> **EXERCISE PROMPT**:
The records below are to be copied exactly, with every picture left out.
──────── DATASET RECORDS
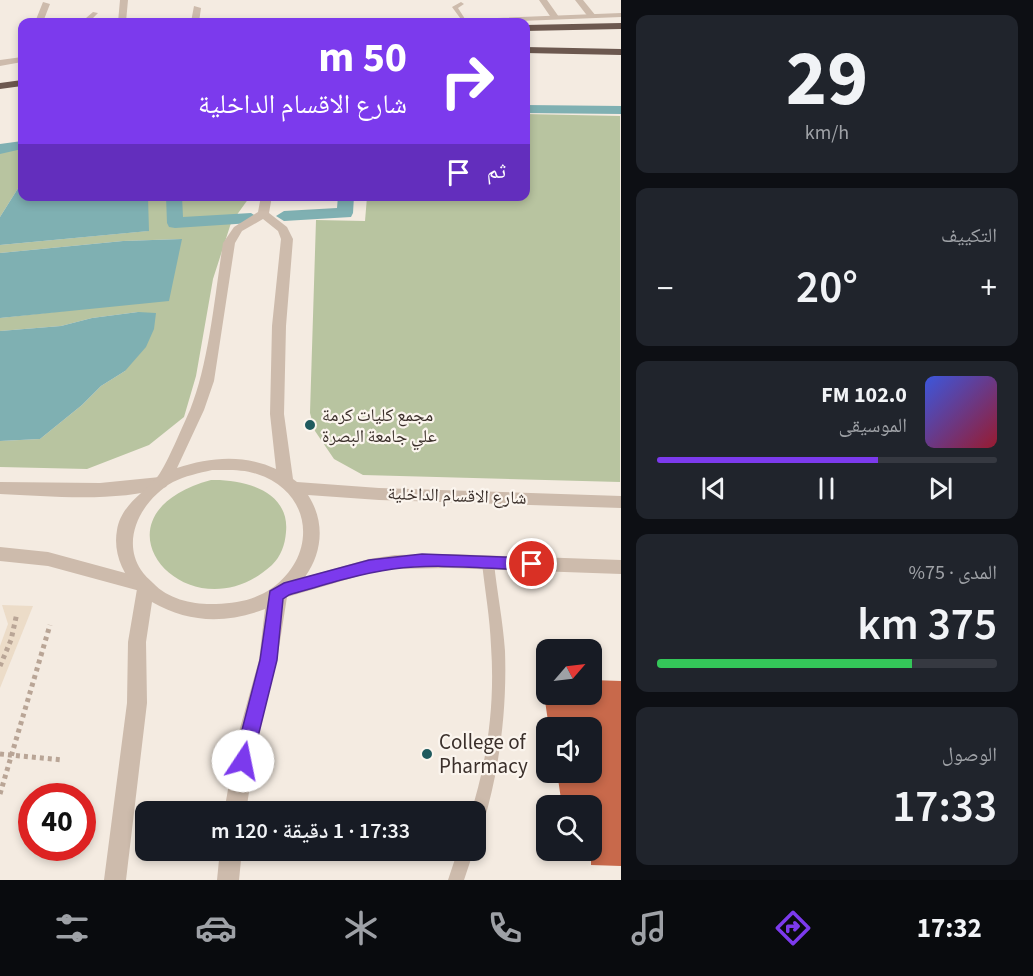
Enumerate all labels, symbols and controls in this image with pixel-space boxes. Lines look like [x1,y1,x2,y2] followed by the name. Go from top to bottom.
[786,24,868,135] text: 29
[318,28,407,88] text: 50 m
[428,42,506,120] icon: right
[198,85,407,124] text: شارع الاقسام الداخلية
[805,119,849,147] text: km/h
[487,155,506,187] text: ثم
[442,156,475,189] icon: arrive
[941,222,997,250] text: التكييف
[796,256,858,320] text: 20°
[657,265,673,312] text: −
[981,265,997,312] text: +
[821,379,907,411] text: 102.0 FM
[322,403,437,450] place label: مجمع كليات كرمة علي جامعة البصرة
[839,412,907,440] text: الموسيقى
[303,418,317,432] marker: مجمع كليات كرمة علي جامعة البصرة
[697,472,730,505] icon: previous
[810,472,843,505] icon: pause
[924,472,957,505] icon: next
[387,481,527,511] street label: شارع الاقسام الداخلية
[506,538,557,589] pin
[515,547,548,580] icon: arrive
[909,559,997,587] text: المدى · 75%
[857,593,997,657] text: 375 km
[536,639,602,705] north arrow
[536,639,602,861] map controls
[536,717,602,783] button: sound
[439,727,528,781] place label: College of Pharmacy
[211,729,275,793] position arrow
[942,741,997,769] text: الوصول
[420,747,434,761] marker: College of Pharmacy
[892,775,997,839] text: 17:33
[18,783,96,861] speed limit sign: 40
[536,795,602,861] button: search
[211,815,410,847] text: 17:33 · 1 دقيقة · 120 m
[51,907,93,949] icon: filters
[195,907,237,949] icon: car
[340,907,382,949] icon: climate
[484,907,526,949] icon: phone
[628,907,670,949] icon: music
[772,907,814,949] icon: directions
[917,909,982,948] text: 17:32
────────────────
> **RESPONSE TO THE EXERCISE**:
Enumerate all labels, symbols and controls in this image with pixel-space boxes. Lines look like [x1,y1,x2,y2] followed by the name. Go from top to bottom.
[786,24,868,135] text: 29
[318,28,407,88] text: 50 m
[428,42,506,120] icon: right
[198,85,407,124] text: شارع الاقسام الداخلية
[805,119,849,147] text: km/h
[487,155,506,187] text: ثم
[442,156,475,189] icon: arrive
[941,222,997,250] text: التكييف
[796,256,858,320] text: 20°
[657,265,673,312] text: −
[981,265,997,312] text: +
[821,379,907,411] text: 102.0 FM
[322,403,437,450] place label: مجمع كليات كرمة علي جامعة البصرة
[839,412,907,440] text: الموسيقى
[303,418,317,432] marker: مجمع كليات كرمة علي جامعة البصرة
[697,472,730,505] icon: previous
[810,472,843,505] icon: pause
[924,472,957,505] icon: next
[387,481,527,511] street label: شارع الاقسام الداخلية
[506,538,557,589] pin
[515,547,548,580] icon: arrive
[909,559,997,587] text: المدى · 75%
[857,593,997,657] text: 375 km
[536,639,602,705] north arrow
[536,639,602,861] map controls
[536,717,602,783] button: sound
[439,727,528,781] place label: College of Pharmacy
[211,729,275,793] position arrow
[942,741,997,769] text: الوصول
[420,747,434,761] marker: College of Pharmacy
[892,775,997,839] text: 17:33
[18,783,96,861] speed limit sign: 40
[536,795,602,861] button: search
[211,815,410,847] text: 17:33 · 1 دقيقة · 120 m
[51,907,93,949] icon: filters
[195,907,237,949] icon: car
[340,907,382,949] icon: climate
[484,907,526,949] icon: phone
[628,907,670,949] icon: music
[772,907,814,949] icon: directions
[917,909,982,948] text: 17:32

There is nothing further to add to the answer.